300W with 2 18650's?

Cannot doooo.

Reactions: Agree 1


----------



## BumbleBee (16/4/16)

@Viper_SA what about that Twisted Tripple thingie at Vape King?


----------



## Christos (16/4/16)

Viper_SA said:


> https://www.fasttech.com/products/3027/10017793/3653500-color-model-18650-mechanical-box-mod
> 
> Case and point


The similarity is quite shocking. 
I'm wondering if the box was cloned or if it was imported and rebranded.

Kind of reminds me of this:

Reactions: Like 1 | Agree 1


----------



## Viper_SA (16/4/16)

BumbleBee said:


> @Viper_SA what about that Twisted Tripple thingie at Vape King?



Still parallel, so not more power than my Dimitri


----------



## n0ugh7_zw (16/4/16)

Viper_SA said:


> Still parallel, so not more power than my Dimitri



Much more if you build low, has some protections too.


----------



## Christos (16/4/16)

@Viper_SA why not purchase a battery cradle from fat daddy with a 510 and a box you can get locally from a electronics store?
I have done a mosfet box before and can give you advice and schematics on wiring. 
You could essentially have a dual or triple or quad battery Config if you are up for some diy.

Reactions: Like 1


----------



## Pixstar (16/4/16)

Viper_SA said:


> https://www.fasttech.com/products/3027/10017793/3653500-color-model-18650-mechanical-box-mod
> 
> Case and point


Wow that's identical, just different paint finish...interesting.


----------



## Lord Vetinari (16/4/16)

Christos said:


> @Viper_SA why not purchase a battery cradle from fat daddy with a 510 and a box you can get locally from a electronics store?
> I have done a mosfet box before and can give you advice and schematics on wiring.
> You could essentially have a dual or triple or quad battery Config if you are up for some diy.


I might PM you on this...

Reactions: Like 1


----------



## Viper_SA (18/4/16)

RX200 or Noisy Cricket?


----------



## WARMACHINE (18/4/16)

RX200 - You can go to 200+ watts, and not have to worry about your hands and fingers.

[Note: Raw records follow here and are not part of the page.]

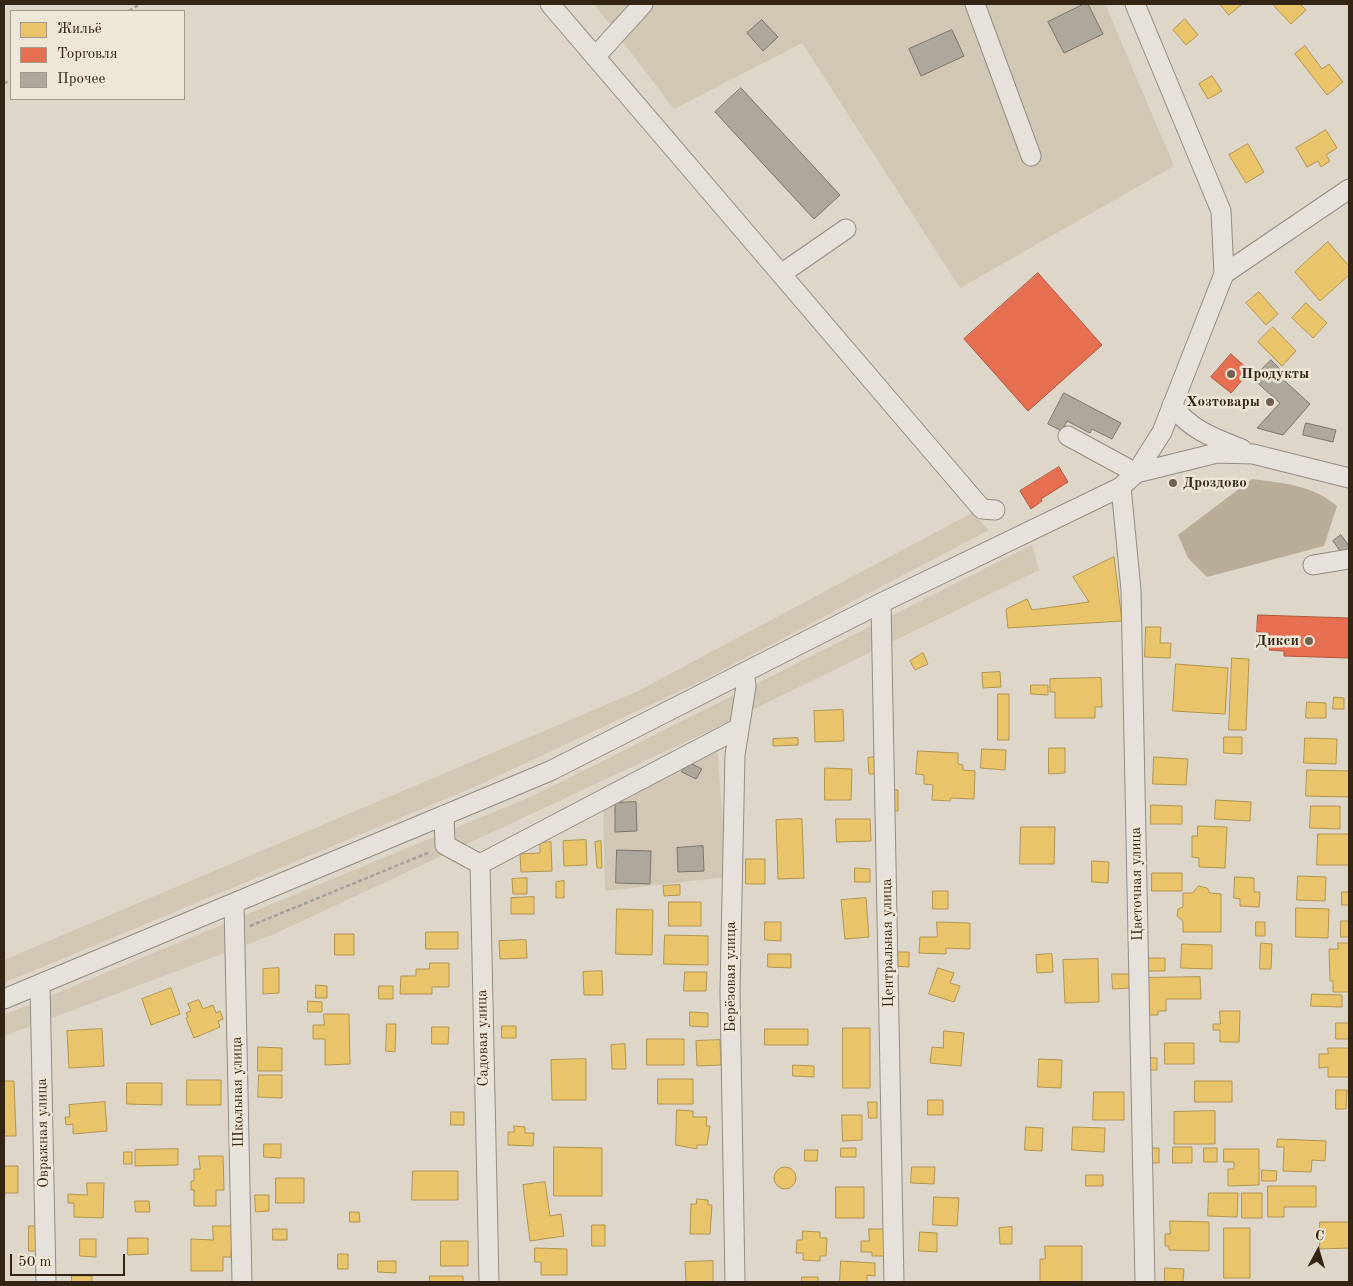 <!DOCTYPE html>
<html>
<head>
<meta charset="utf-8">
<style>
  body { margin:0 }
  #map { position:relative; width:1353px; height:1286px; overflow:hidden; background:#ddd6c9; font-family:"Old Standard TT",serif }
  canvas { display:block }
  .frame { position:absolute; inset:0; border:5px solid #342413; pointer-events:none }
  .legend { position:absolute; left:10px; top:10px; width:175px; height:90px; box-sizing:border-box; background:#eee6d7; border:1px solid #a49889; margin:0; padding:6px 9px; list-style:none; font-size:15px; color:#342413 }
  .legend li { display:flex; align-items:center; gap:10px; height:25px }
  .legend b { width:25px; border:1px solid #a49889 }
  .north { position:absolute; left:1293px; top:1226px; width:50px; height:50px; -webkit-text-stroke:4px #eee6d7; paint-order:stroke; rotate:6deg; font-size:14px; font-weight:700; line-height:20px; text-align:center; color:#342413 }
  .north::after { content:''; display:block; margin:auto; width:18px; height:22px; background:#342413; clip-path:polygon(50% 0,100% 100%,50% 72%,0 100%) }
  .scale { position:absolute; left:10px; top:1254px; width:115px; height:22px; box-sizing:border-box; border:2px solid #342413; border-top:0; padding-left:6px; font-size:15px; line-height:18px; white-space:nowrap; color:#342413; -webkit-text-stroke:4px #eee6d7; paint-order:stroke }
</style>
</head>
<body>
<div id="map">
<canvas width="1353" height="1286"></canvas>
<div class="frame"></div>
<ul class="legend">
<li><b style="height:14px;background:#e9c46a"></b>Жильё</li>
<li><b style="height:14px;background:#e76f51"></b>Торговля</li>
<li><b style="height:14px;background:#ada79c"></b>Прочее</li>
</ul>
<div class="north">С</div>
<div class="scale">50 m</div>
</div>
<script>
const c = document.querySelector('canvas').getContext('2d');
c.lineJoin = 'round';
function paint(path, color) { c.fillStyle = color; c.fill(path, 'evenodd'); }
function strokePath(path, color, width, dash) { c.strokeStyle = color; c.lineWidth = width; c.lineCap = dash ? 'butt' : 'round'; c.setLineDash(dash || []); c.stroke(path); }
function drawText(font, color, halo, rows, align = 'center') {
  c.font = font + ' "Old Standard TT",serif'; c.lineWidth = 5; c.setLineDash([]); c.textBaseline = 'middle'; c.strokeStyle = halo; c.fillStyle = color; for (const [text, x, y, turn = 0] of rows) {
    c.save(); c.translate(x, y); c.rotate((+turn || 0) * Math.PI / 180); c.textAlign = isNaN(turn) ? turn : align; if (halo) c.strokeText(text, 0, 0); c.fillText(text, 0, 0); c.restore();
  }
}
paint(new Path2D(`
  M594,4h511l69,162 -214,122 -158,-245 -128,66z
  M972,513l17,17 -286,150 -224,105 -475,198v-23l632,-268z
  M1032,545l7,25 -330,161 -437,204 -268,101v-21l531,-220z
  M717,745l10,132 -122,14 -2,-85z`), '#d1c7b4');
paint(new Path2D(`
  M1252,479c30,4 61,6 85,27l-13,40 -117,31 -19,-19 -10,-23z`), '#b9ad9a');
const homes = new Path2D(`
  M1220,4h22l-13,11z
  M1276,4h24l6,6 -15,14 -17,-18z
  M1185,19l13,16 -12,10 -13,-15z
  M1305,46l17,23 7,-5 14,18 -16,13 -32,-41z
  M1212,76l10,15 -14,8 -9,-15z
  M1326,130l11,18 -11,7 4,6 -9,6 -3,-6 -11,6 -11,-19z
  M1248,144l16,28 -18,11 -17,-28z
  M1328,242l21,24v9l-29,26 -25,-29z
  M1259,292l19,22 -12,11 -20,-22z
  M1306,303l21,20 -14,15 -21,-20z
  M1273,327l23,24 -14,15 -24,-24z
  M1114,557l8,64 -114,7 -2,-19 21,-10 5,11 57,-8 -16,-25z
  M1146,627h15l-1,16h11l-1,15 -25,-1z
  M923,653l5,11 -13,6 -5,-9z
  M1232,658l17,1 -3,71h-17z
  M1176,664l52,4 -3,46 -52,-3z
  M1000,672l1,15 -18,1 -1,-15z
  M1101,678l1,29h-7v11h-40v-26h-5v-13z
  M1031,685h17v10l-17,-1z
  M998,694h11v46h-11z
  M1334,697l10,1v11h-11z
  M1307,702l19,1v15h-20z
  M843,710l1,31 -29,1 -1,-31z
  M1224,737h18v17l-18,-1z
  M798,738v7l-25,1v-7z
  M1305,738l32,1 -1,25 -32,-1z
  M1049,748h16v25l-16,1z
  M982,749l24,1 -1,20 -24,-2z
  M918,751l40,2v11l5,1v5l12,1 -1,28 -23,-1 -1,3 -18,-1 1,-15 -9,-1v-9l-8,-1z
  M875,757l1,17h-7l-1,-16z
  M1154,757l34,2 -2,26 -33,-1z
  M825,768l27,1 -1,31h-26z
  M1307,770l42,1v26l-43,-1z
  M888,790h10v21h-9z
  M1216,800l35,2 -1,19 -35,-2z
  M1151,805l31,1v18h-31z
  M1311,806h29v23l-30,-1z
  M802,819l2,59 -26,1 -2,-59z
  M836,819h34l1,22 -34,1z
  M1198,826l29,1 -2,41 -26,-1v-9l-7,-1v-21h5z
  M1021,827h34l-1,37h-34z
  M1318,834h31v31h-32z
  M586,840l1,25 -23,1 -1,-25z
  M601,841l1,27h-5l-2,-26z
  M551,842l1,29 -31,1 -1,-18 20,-1v-10z
  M746,859h19v25h-19z
  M1092,861l17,1 -1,21 -16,-1z
  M855,868l15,1v13h-15z
  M1152,873h30v18h-30z
  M1298,876l28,1 -1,24 -28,-1z
  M1235,877l19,1v14h6l-1,15 -19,-1v-7l-6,-1z
  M527,878v16h-14l-1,-15z
  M564,881v17h-8v-16z
  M680,885v10l-16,1 -1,-10z
  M1199,886l8,2 3,5 11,1v38h-38v-11l-6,-5 1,-7 5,-2v-14h9z
  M933,891h15v18h-15z
  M1342,892h7v13h-7z
  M534,897v17h-23v-16z
  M866,898l3,39 -24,2 -4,-39z
  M669,902h32v24h-32z
  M1296,908l33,1 -1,29 -32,-1z
  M617,909l36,1 -1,45 -36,-1z
  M1341,921h8v16h-8z
  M765,922h16v19l-16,-1z
  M937,922l33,1v26l-24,-1v6l-27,-1 1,-16h17z
  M1256,922h9v14h-9z
  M426,932h32v17h-32z
  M335,934h19v21h-19z
  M665,935l43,1v29l-44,-1z
  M526,940l1,18 -27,1 -1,-18z
  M1261,943l11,1 -1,25h-11z
  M1338,943h11v49h-16v-11h-3l-1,-32h9z
  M1182,944l30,1v24l-31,-1z
  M892,952h17v15l-17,-1z
  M768,954h23v14l-23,-1z
  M1052,954l1,18 -16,1 -1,-18z
  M1143,958h22v13h-22z
  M1098,959l1,43 -34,1 -2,-43z
  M430,963h19v24h-17v7h-32l1,-18h15v-7h13z
  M279,968v25l-16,1v-25z
  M938,968l16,5 -4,10 10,3 -6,16 -25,-8z
  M602,971l1,24h-19l-1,-23z
  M685,972h22l-1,19h-22z
  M1112,974h19v14l-18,1z
  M1200,977l1,22h-35v12h-8v4h-16v-37z
  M316,985l11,1v12h-11z
  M379,986h14v13h-14z
  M171,988l9,26 -29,11 -9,-26z
  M1312,994l30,1v12l-31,-1z
  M199,1000l4,9 10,-4 3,8 4,-2 3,8 -5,2 2,6 -26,11 -8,-20 2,-1 -2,-4 5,-2 -3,-7z
  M308,1001l14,1v10h-14z
  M1220,1011h20l-1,31h-19v-12h-7v-6h7z
  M690,1012l18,1v14l-18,-1z
  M324,1014h25l1,50 -25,1v-26h-12v-14h11z
  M1336,1023h13v16h-13z
  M387,1024h9l-1,28 -9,-1z
  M502,1026h14v12h-14z
  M432,1027h17l-1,17h-16z
  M843,1028h27v60h-27z
  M102,1029l2,37 -35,2 -2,-37z
  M765,1029h43v16h-43z
  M944,1031l20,2 -3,33 -31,-3 2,-16 11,1z
  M647,1039h37v26h-37z
  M720,1040l1,25 -24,1 -1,-25z
  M1165,1043h29v21h-29z
  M625,1044l1,25h-14l-1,-24z
  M258,1047l24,1v23h-24z
  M1328,1048h21v29h-21v-10l-9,1v-14h9z
  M1143,1057l14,1v12h-14z
  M586,1059v41h-34l-1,-40z
  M1039,1059l23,1 -1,28 -23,-1z
  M793,1065l21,1v11l-21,-1z
  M259,1075h23v23l-24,-1z
  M658,1079h35v25h-35z
  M187,1080h34v25h-34z
  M4,1081h10l2,55h-12z
  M1195,1081h37v21h-37z
  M127,1083h35v22l-35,-1z
  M1336,1090h11l-1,19h-10z
  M1094,1092h30v28h-31z
  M928,1100h15v15h-15z
  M105,1102l2,29 -34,3v-10l-7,1 -1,-8h5l-1,-12z
  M868,1102h9v16h-8z
  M677,1110l16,1v6h14l-1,9h4l-3,19h-10v4l-21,-4z
  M1215,1111v33h-41v-32z
  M451,1112h13v13h-13z
  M842,1115h20v25l-19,1z
  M514,1126l11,1v6h9l-1,13 -25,-1v-13h6z
  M1026,1127l17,1 -1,23 -17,-1z
  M1073,1127l32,1 -1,24 -32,-2z
  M1278,1139l48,2 -1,20 -13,-1 -1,12 -28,-1 1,-24h-7z
  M264,1144h17v14l-17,-1z
  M554,1147l48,1v48h-48z
  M1173,1147h19v16h-19z
  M841,1148h15v9h-15z
  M1144,1148h15v15h-15z
  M1204,1148h13v14h-13z
  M178,1149v16l-43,1v-16z
  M1224,1149h35v36l-31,1v-17h6v-7h-10z
  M805,1150h13l-1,11h-12z
  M124,1152h8v12h-8z
  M199,1156h24l1,34h-8v16h-22v-16h-3v-9h3v-12h6z
  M4,1166h14v27h-14z
  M912,1167h23l-1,17 -23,-1z
  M774 1178a11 11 0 1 1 22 0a11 11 0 1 1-22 0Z
  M1262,1170l15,1 -1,10h-14z
  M413,1171h45v29h-46z
  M1086,1175h17v11h-17z
  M276,1178h28v25h-28z
  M545,1182l5,34 11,-2 3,22 -34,5 -7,-56z
  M87,1183h17l-1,35 -29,-1v-14h-6v-9l19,1z
  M1268,1186h48v21h-32v10h-16z
  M836,1187h28v31h-28z
  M1209,1193h29l-1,24 -29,-1z
  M1242,1193h20v25h-20z
  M255,1195h14v16l-13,1z
  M934,1197l25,1 -2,28 -24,-1z
  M697,1199l11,1v5h4l-2,29h-20l1,-30h5z
  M135,1201h14l1,11h-14z
  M350,1212h9l1,10h-10z
  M1170,1221l39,1v29l-40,-1v-4h-4v-12h5z
  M1320,1222h29v26l-29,1z
  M592,1225h13v21h-13z
  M29,1226h7v25h-7z
  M213,1226h19l-1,31h-8v14h-32v-32l22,1z
  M1012,1227v17h-12l-1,-16z
  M1224,1228h26v50h-26z
  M273,1229h14v11h-14z
  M869,1229h19v27h-16v-4h-11v-11h8z
  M803,1231l17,1v6h7l-1,18h-6v5l-17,-1v-7h-7l1,-13h5z
  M920,1232l17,1v19l-18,-1z
  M128,1238h20v16l-20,1z
  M80,1239h16v18l-16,-1z
  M441,1241h27v25h-27z
  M1045,1246h37v36h-42v-23h5z
  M535,1248l32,1v26h-26v-13h-6z
  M338,1254h10v15h-10z
  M378,1261h18v12l-18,-1z
  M713,1261v21h-27l-1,-20z
  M841,1261l34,2v13l-8,-1v7h-27z
  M1165,1268l19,1 -1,13h-18z
  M72,1276h20v6h-20z
  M430,1276h33v6h-33z
  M802,1277h16v5h-16z`);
paint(homes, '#e9c46a');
strokePath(homes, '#b39450', 1);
const shops = new Path2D(`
  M1038,273l64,72 -74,66 -64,-72z
  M1231,354l19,17 -19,22 -20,-16z
  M1059,467l9,15 -27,17 1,2 -11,8 -11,-18z
  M1258,615l91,3v40l-65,-2v-5l-15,-1v-17l-12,-1z`);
paint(shops, '#e76f51');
strokePath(shops, '#b1583e', 1);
const building = new Path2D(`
  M1084,4h4l15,30 -39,19 -16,-31z
  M762,20l16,17 -15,14 -16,-18z
  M952,30l12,26 -43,20 -12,-27z
  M741,88l99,107 -26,24 -99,-107z
  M1271,360l9,9 -4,4 34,31 -27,31 -26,-7 23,-25 -27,-24z
  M1064,393l57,30 -9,16 -20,-10 -2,4 -23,-12 -5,10 -14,-7z
  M1306,423l30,7 -3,12 -30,-7z
  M1341,535l8,11v4l-6,5 -10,-14z
  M688,762l14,7 -6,10 -14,-7z
  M636,802l1,29 -22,1v-29z
  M703,846l1,25 -26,1 -1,-24z
  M617,850l34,1 -1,33 -34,-1z`);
paint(building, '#ada79c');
strokePath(building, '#7a746b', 1);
const minor = new Path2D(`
  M550,4l432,505 13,1
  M975,4l56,152
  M595,57l48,-53
  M781,274l65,-45
  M1224,274l125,-85
  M1172,405c18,25 42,33 70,44
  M1068,436l68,37
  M1136,473l81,-20 36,1 96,24
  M1121,487l10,103 14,692
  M1313,565l36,-6
  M881,603l13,679
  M444,815l1,30 35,19 9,418
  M480,864l259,-136
  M234,903l8,379
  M40,984l6,298
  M4,999l546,-228 331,-168 240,-116 15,-14 26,-41 62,-158 -3,-63 -86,-207
  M735,1282l-5,-291 5,-236 11,-69 -2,-13`);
strokePath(minor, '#928c83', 21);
strokePath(new Path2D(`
  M129,11l11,-7
  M4,83l7,-2
  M250,926l180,-74`), '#a5a09a', 2.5, [4, 2.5]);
strokePath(minor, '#e6e2db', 19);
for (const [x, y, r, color] of [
  [1231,374,5,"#6f6253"],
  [1270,402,5,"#6f6253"],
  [1173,483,5,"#6f6253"],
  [1309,641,5,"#6f6253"]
]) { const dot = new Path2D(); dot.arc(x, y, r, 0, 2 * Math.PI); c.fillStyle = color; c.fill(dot); strokePath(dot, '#eee6d7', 2); }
drawText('bold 15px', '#342413', '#eee6d7', [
  ["Продукты",1241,374],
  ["Хозтовары",1260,402,"right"],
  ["Дроздово",1183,483],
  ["Дикси",1299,641,"right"]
], 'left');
drawText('15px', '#342413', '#eee6d7', [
  ["Цветочная улица",1137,884,-91],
  ["Центральная улица",888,943,-91],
  ["Берёзовая улица",731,977,-90],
  ["Садовая улица",483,1038,-91],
  ["Школьная улица",238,1092,-91],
  ["Овражная улица",43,1133,-91]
]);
</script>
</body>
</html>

I love my cricket, but never build below 0.5, it is just way too hot and insane any lower

Reactions: Like 1


----------



## VapingSquid (18/4/16)

If it's a desktop device you want, I wouldn't look further the the RX200. Great battery life with 3 18650s, passthrough (desktop thinking here), not easy to knock over (and take the coffee cup with it), can fit 25mm tanks flush, 250w and firmware upgradability, TC. Also, it's practically the same price as many mods that don't have a third battery, extra 50w (if you really need it), and finally, the looks and in hand comfort.

My 2c. I got two.

Reactions: Like 2 | Agree 2


----------